Ausência

Pergunto-me como não estou ainda imune à decepção, àquela dor que fere bem no fundo e nos bloqueia a traqueia, pergunto-me como não estou ainda imune à esperança. Não sou um ser de luz, desengana-te. Sou um buraco do mais negro que por ser tão negro consome-se a ele próprio. Nula, sou invisível. Como posso não esperar nada e depois sentir-me desprovida do que consegui reunir de mim?

O AVC MATOU-ME, CONDENOU-ME, pior que isso, fodeu-me todas as perspectivas de felicidade que posso vir a ter, eu sou uma mulher ambiciosa, quero mais, mas o mais não está ao meu alcance. Hoje, 10 anos após o infortúnio, 31 anos, semi-humana que erra repetidamente em dar um pouco que si a cada um em troca de uma remota esperança que me faça ter forças para viver, pois meu amigo, morrer é tão mais fácil e tranquilo....
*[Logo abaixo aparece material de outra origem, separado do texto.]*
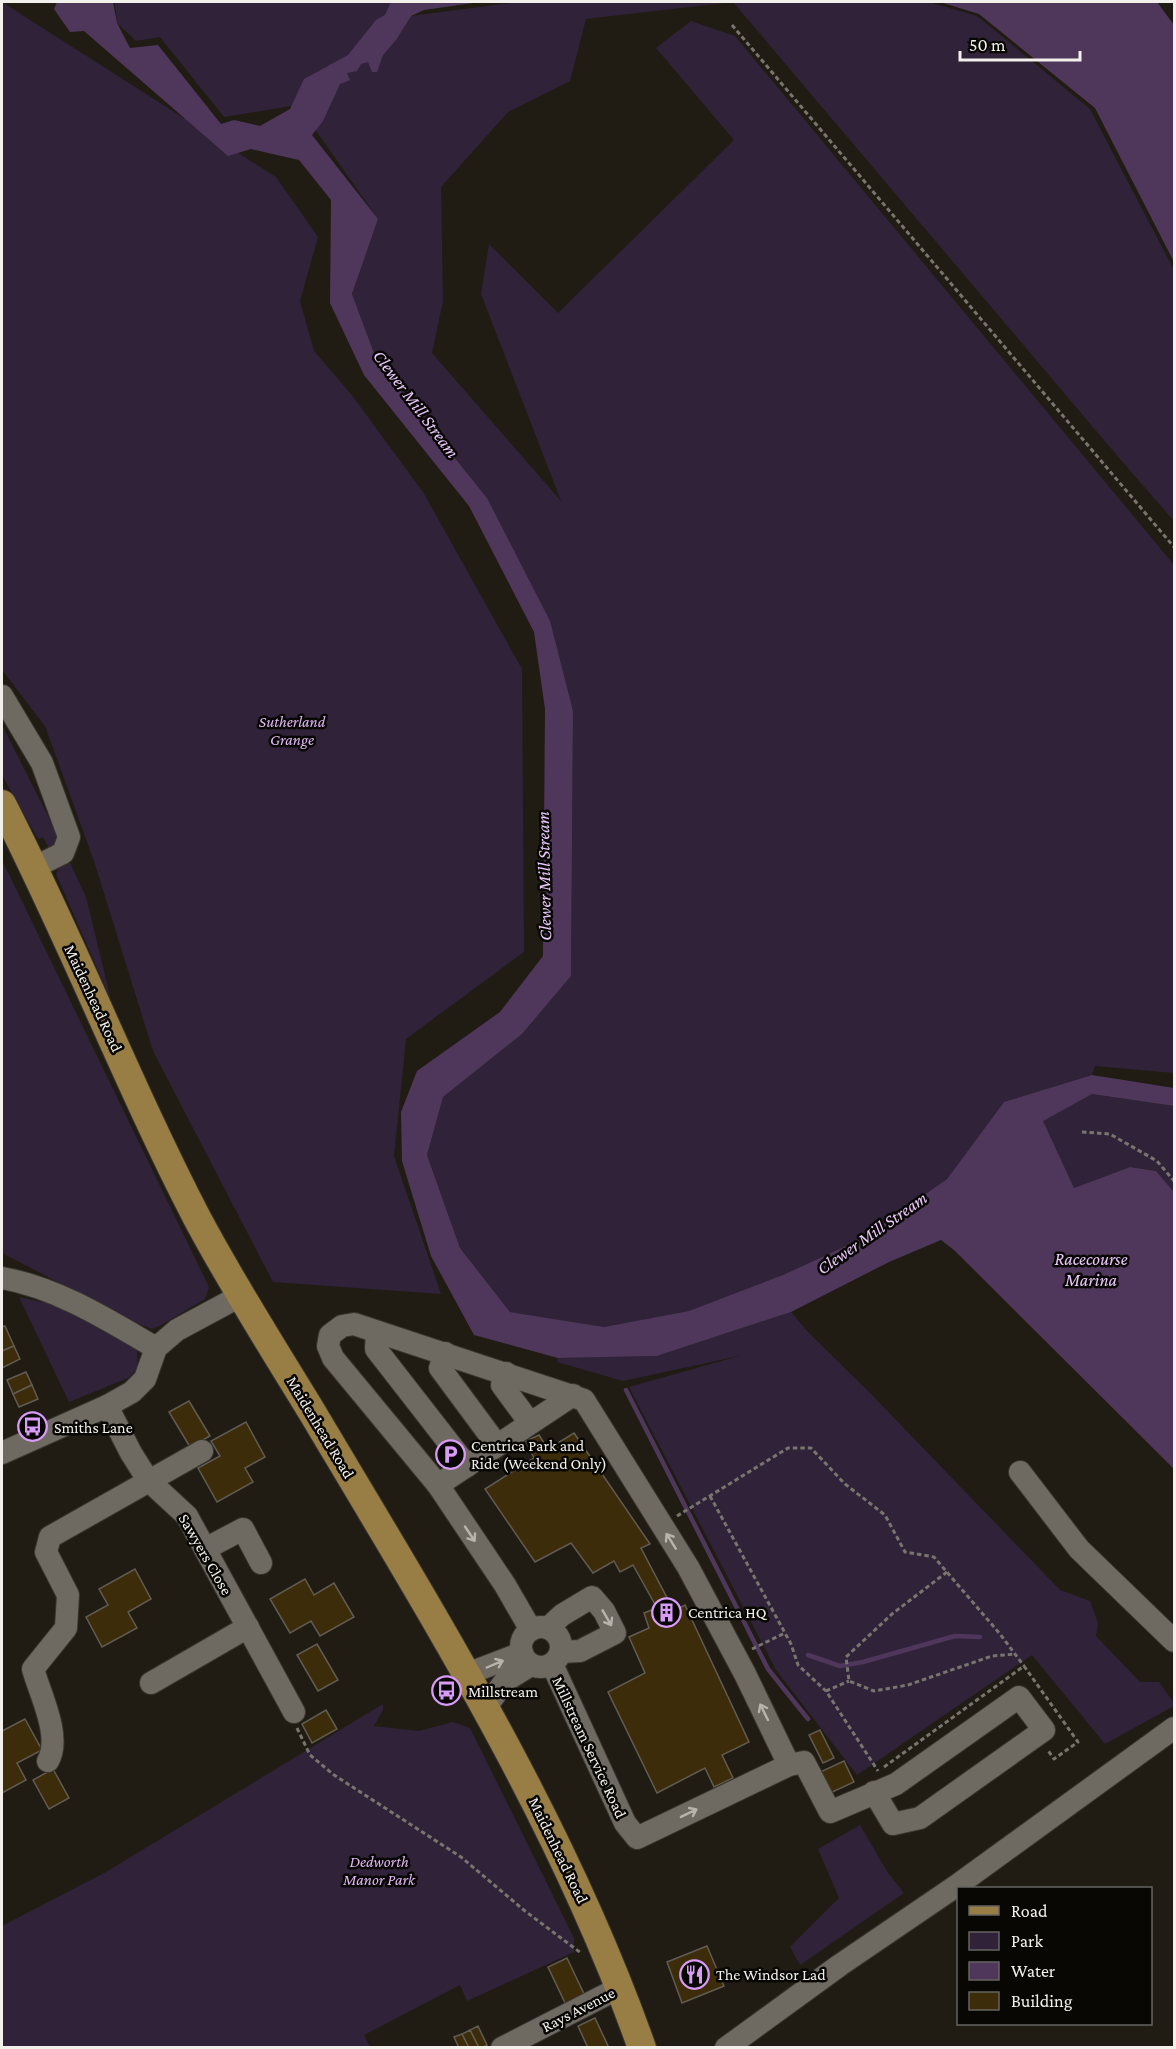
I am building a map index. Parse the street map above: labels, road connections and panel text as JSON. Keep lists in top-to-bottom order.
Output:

Olham para mim, desejam-me, alguns têm-me mas depois de juras loucas vem a faca, sempre a mesma faca, "não quero uma relação" eu respondo "tranquilo" e fujo para o covil, coser o pedaço do órgão que lá deixei. A hemorragia há-de estacar, até que o cérebro se der ao luxo cortar o ponto-cruz. Eu compreendo o ser humano; é embaraçoso passear com uma miúda que anda de forma estranha. E que dirão os amigos? A família com certeza pensará "como vai ela pegar num bebé?". É legitimo, errado, desonesto e incrivelmente cobarde da vossa parte, da parte de todos vós, seus merdas de rapazolas que me retalharam a este ponto, ao ponto de já nada ter, nada ser. Vocês todos são um peso que me aprisiona a casa, roubaram-me o sorriso, a gentileza, a paciência, graças a vocês tenho uma cicatriz que me atravessa a espinha e no lugar do coração bombeia uma tâmara seca.

Pior que a morta, apenas isto, acordar desejando adormecer, fitar o tecto durante horas, a pensar, a penar. Todos o que trago comigo tornaram-se fantasmas em que vejo sempre as mesmas caras, palavras, promessas, sorrisos. Não consigo odiar então odeio-me. Mas que vos preocupa isso? Nada. Então digo-vos, com toda a certeza, a verdadeira deficiência é, e sempre será, a falta de colhões para romper com regas, prazos, desculpas, impostos pela sociedade que tantos anseiam por agradar. Talvez não seja de facto a mulher para vós. Uma mulher requer um homem como parceiro (sorry LGBT friends, but i'm straight and you know it...) e não um merdinhas que está à espera de ter uma relação com uma nova mãe/ criada/ túmulo.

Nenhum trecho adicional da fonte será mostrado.